Green fuzzy scheduling approach of hydraulic cylinder manufacturing workshop based on nonlinear grey wolf optimizer incorporating simulated annealing

As manufacturing transitions towards the Industry 5.0 paradigm, simultaneously enhancing production efficiency while ensuring environmental sustainability and system resilience presents a critical managerial decision-making challenge in discrete manufacturing. This paper addresses the trade-off between production makespan and resource-environmental impact in hydraulic cylinder manufacturing systems, particularly where uncertain processing times significantly undermine the resilience of production operations. To align with the Industry 5.0 objectives of sustainable and robust manufacturing, we propose a novel green fuzzy scheduling framework grounded in a real-world enterprise context. First, processing time uncertainty is modeled using interval type-2 fuzzy sets to enhance the robustness of production planning. A multi-objective optimization model is then developed to simultaneously minimize the makespan and the integrated resource environmental impact factor, thereby harmonizing economic viability with ecological sustainability.

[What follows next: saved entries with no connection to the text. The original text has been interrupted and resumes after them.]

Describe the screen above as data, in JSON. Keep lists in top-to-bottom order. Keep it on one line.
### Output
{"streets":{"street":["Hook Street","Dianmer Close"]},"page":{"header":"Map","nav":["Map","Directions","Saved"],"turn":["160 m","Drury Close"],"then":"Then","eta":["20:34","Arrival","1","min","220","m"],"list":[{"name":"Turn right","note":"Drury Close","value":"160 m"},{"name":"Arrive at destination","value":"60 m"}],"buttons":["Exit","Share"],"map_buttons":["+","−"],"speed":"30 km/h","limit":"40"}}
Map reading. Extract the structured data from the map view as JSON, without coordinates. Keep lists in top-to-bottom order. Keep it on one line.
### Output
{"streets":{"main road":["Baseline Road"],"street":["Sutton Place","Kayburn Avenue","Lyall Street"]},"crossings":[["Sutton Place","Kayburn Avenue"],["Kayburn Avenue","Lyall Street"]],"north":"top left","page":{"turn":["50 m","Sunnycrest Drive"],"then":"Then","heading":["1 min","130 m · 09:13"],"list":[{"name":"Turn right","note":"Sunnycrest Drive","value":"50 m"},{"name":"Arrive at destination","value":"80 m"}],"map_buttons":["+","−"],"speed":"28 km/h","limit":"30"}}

To solve this NP-hard problem, a Nonlinear Grey Wolf Optimizer incorporating Simulated Annealing is constructed. This approach integrates global search capabilities with local refinement strategies to effectively navigate the complex decision space. Empirical validation is conducted through a case study at a hydraulic cylinder enterprise. The results demonstrate that the proposed method outperforms existing practical scheduling solutions, reducing the makespan by 4.74% and the integrated resource environmental impact factor by 10.60%. These findings provide actionable managerial insights for fostering resilient, green, and efficient manufacturing systems in the Industry 5.0 era.